» Exercise details:
Wherever a line in the records below contains "Westwood", copy that line.

(Data Opens)

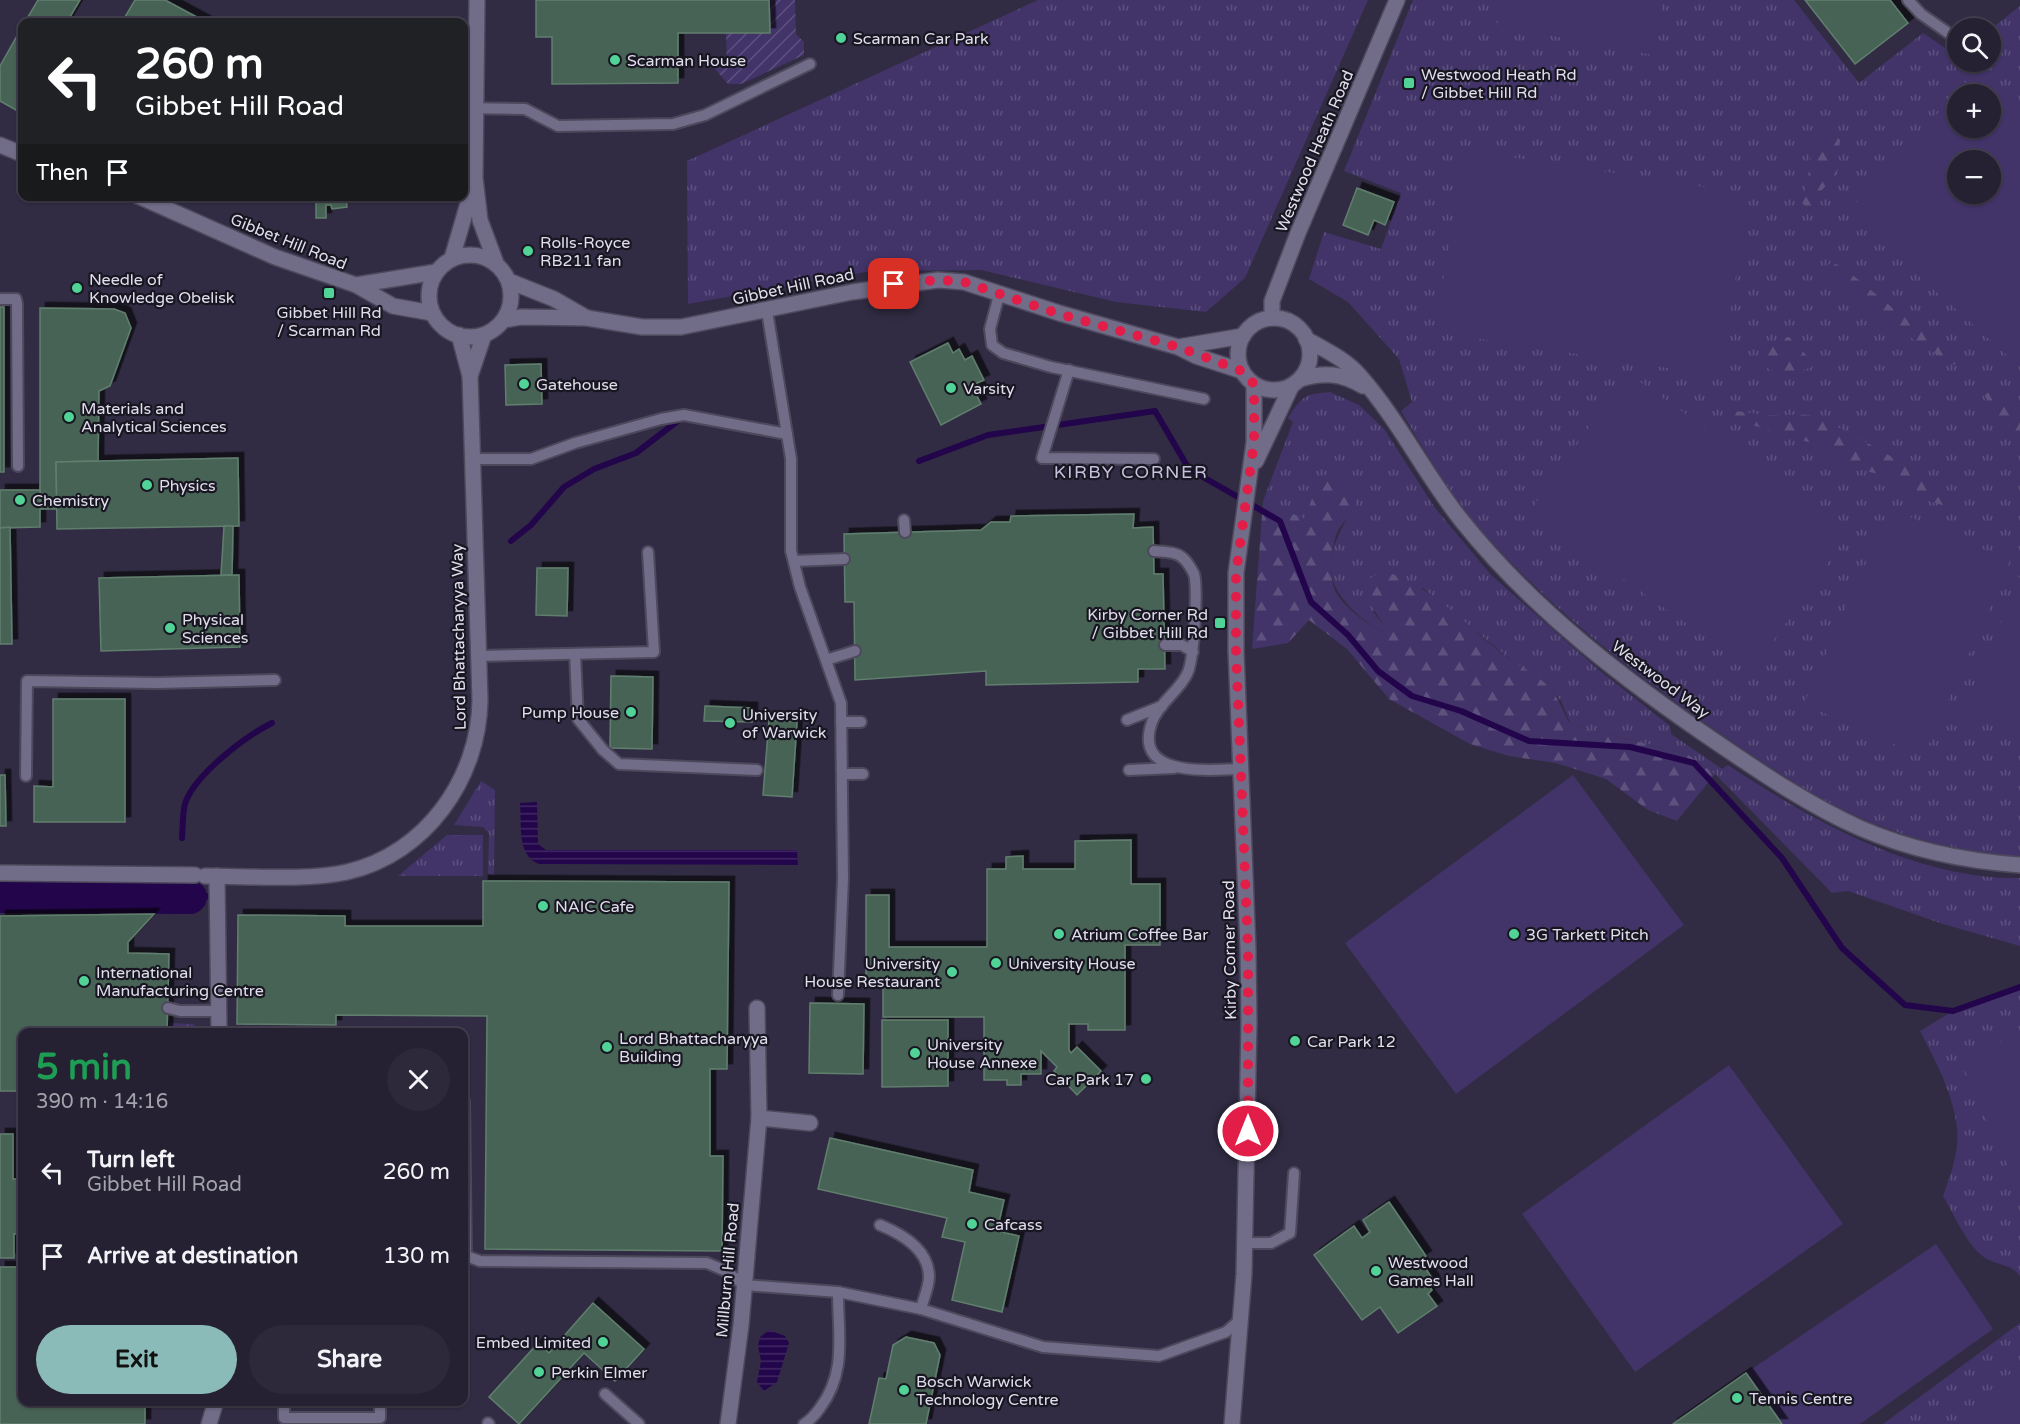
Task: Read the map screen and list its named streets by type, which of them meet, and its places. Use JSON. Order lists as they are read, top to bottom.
{
  "streets": {
    "street": [
      "Westwood Heath Road",
      "Gibbet Hill Road",
      "Lord Bhattacharyya Way",
      "Westwood Way",
      "Kirby Corner Road",
      "Millburn Hill Road"
    ]
  },
  "crossings": [
    ["Westwood Heath Road", "Gibbet Hill Road"],
    ["Westwood Heath Road", "Westwood Way"],
    ["Westwood Heath Road", "Kirby Corner Road"],
    ["Gibbet Hill Road", "Lord Bhattacharyya Way"],
    ["Gibbet Hill Road", "Westwood Way"],
    ["Gibbet Hill Road", "Kirby Corner Road"],
    ["Westwood Way", "Kirby Corner Road"]
  ],
  "districts": ["KIRBY CORNER"],
  "places": {
    "other": [
      "Scarman Car Park",
      "Scarman House",
      "Rolls-Royce RB211 fan",
      "Needle of Knowledge Obelisk",
      "Gatehouse",
      "Varsity",
      "Materials and Analytical Sciences",
      "Physics",
      "Chemistry",
      "Physical Sciences",
      "Pump House",
      "University of Warwick",
      "NAIC Cafe",
      "Atrium Coffee Bar",
      "3G Tarkett Pitch",
      "University House",
      "University House Restaurant",
      "International Manufacturing Centre",
      "Car Park 12",
      "Lord Bhattacharyya Building",
      "University House Annexe",
      "Car Park 17",
      "Cafcass",
      "Westwood Games Hall",
      "Embed Limited",
      "Perkin Elmer",
      "Bosch Warwick Technology Centre",
      "Tennis Centre"
    ],
    "transit": ["Westwood Heath Rd / Gibbet Hill Rd", "Gibbet Hill Rd / Scarman Rd", "Kirby Corner Rd / Gibbet Hill Rd"]
  },
  "page": {
    "map_buttons": ["+", "−"],
    "turn": ["260 m", "Gibbet Hill Road"],
    "then": "Then",
    "heading": ["5 min", "390 m · 14:16"],
    "list": [
      {
        "name": "Turn left",
        "note": "Gibbet Hill Road",
        "value": "260 m"
      },
      {
        "name": "Arrive at destination",
        "value": "130 m"
      }
    ],
    "buttons": ["Exit", "Share"]
  }
}
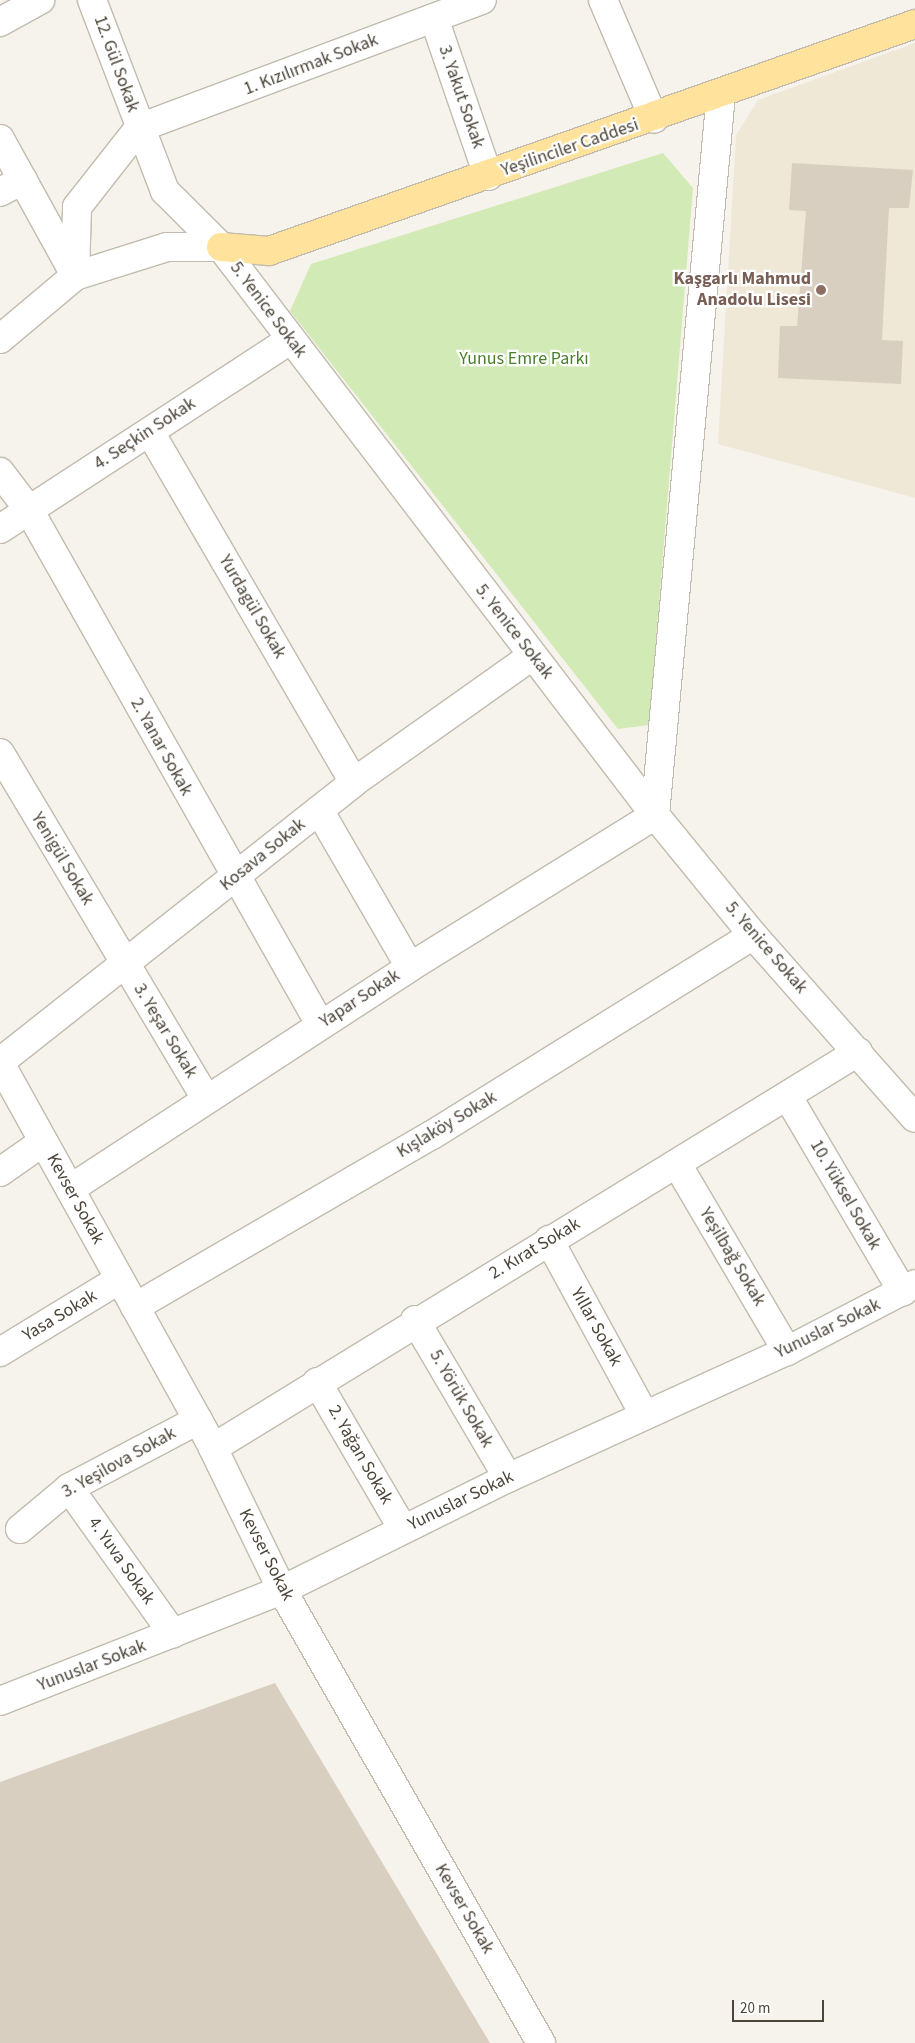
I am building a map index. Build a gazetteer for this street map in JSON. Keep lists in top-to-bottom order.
{
  "streets": {
    "main road": ["Yeşilinciler Caddesi"],
    "street": [
      "12. Gül Sokak",
      "1. Kızılırmak Sokak",
      "3. Yakut Sokak",
      "5. Yenice Sokak",
      "4. Seçkin Sokak",
      "Yurdagül Sokak",
      "2. Yanar Sokak",
      "Kosava Sokak",
      "Yenigül Sokak",
      "Yapar Sokak",
      "3. Yeşar Sokak",
      "Kışlaköy Sokak",
      "10. Yüksel Sokak",
      "Kevser Sokak",
      "2. Kırat Sokak",
      "Yeşilbağ Sokak",
      "Yasa Sokak",
      "Yıllar Sokak",
      "Yunuslar Sokak",
      "5. Yörük Sokak",
      "2. Yağan Sokak",
      "3. Yeşilova Sokak",
      "4. Yuva Sokak"
    ]
  },
  "crossings": [
    ["12. Gül Sokak", "1. Kızılırmak Sokak"],
    ["12. Gül Sokak", "5. Yenice Sokak"],
    ["1. Kızılırmak Sokak", "3. Yakut Sokak"],
    ["1. Kızılırmak Sokak", "5. Yenice Sokak"],
    ["3. Yakut Sokak", "Yeşilinciler Caddesi"],
    ["Yeşilinciler Caddesi", "5. Yenice Sokak"],
    ["5. Yenice Sokak", "4. Seçkin Sokak"],
    ["5. Yenice Sokak", "Kosava Sokak"],
    ["5. Yenice Sokak", "Yapar Sokak"],
    ["5. Yenice Sokak", "Kışlaköy Sokak"],
    ["5. Yenice Sokak", "2. Kırat Sokak"],
    ["4. Seçkin Sokak", "Yurdagül Sokak"],
    ["4. Seçkin Sokak", "2. Yanar Sokak"],
    ["Yurdagül Sokak", "Kosava Sokak"],
    ["2. Yanar Sokak", "Kosava Sokak"],
    ["2. Yanar Sokak", "Yapar Sokak"],
    ["Kosava Sokak", "Yenigül Sokak"],
    ["Kosava Sokak", "3. Yeşar Sokak"],
    ["Kosava Sokak", "Kevser Sokak"],
    ["Yenigül Sokak", "3. Yeşar Sokak"],
    ["Yapar Sokak", "3. Yeşar Sokak"],
    ["Yapar Sokak", "Kevser Sokak"],
    ["Kışlaköy Sokak", "Kevser Sokak"],
    ["10. Yüksel Sokak", "2. Kırat Sokak"],
    ["10. Yüksel Sokak", "Yunuslar Sokak"],
    ["Kevser Sokak", "2. Kırat Sokak"],
    ["Kevser Sokak", "Yasa Sokak"],
    ["Kevser Sokak", "Yunuslar Sokak"],
    ["Kevser Sokak", "3. Yeşilova Sokak"],
    ["2. Kırat Sokak", "Yeşilbağ Sokak"],
    ["2. Kırat Sokak", "Yıllar Sokak"],
    ["2. Kırat Sokak", "5. Yörük Sokak"],
    ["2. Kırat Sokak", "2. Yağan Sokak"],
    ["Yeşilbağ Sokak", "Yunuslar Sokak"],
    ["Yıllar Sokak", "Yunuslar Sokak"],
    ["Yunuslar Sokak", "5. Yörük Sokak"],
    ["Yunuslar Sokak", "2. Yağan Sokak"],
    ["Yunuslar Sokak", "4. Yuva Sokak"],
    ["3. Yeşilova Sokak", "4. Yuva Sokak"]
  ],
  "parks": ["Yunus Emre Parkı"],
  "places": ["Kaşgarlı Mahmud Anadolu Lisesi"],
  "scale_bar": "20 m"
}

(Data Closes)

» Task result:
      "Westwood Heath Road",
      "Westwood Way",
    ["Westwood Heath Road", "Gibbet Hill Road"],
    ["Westwood Heath Road", "Westwood Way"],
    ["Westwood Heath Road", "Kirby Corner Road"],
    ["Gibbet Hill Road", "Westwood Way"],
    ["Westwood Way", "Kirby Corner Road"]
      "Westwood Games Hall",
    "transit": ["Westwood Heath Rd / Gibbet Hill Rd", "Gibbet Hill Rd / Scarman Rd", "Kirby Corner Rd / Gibbet Hill Rd"]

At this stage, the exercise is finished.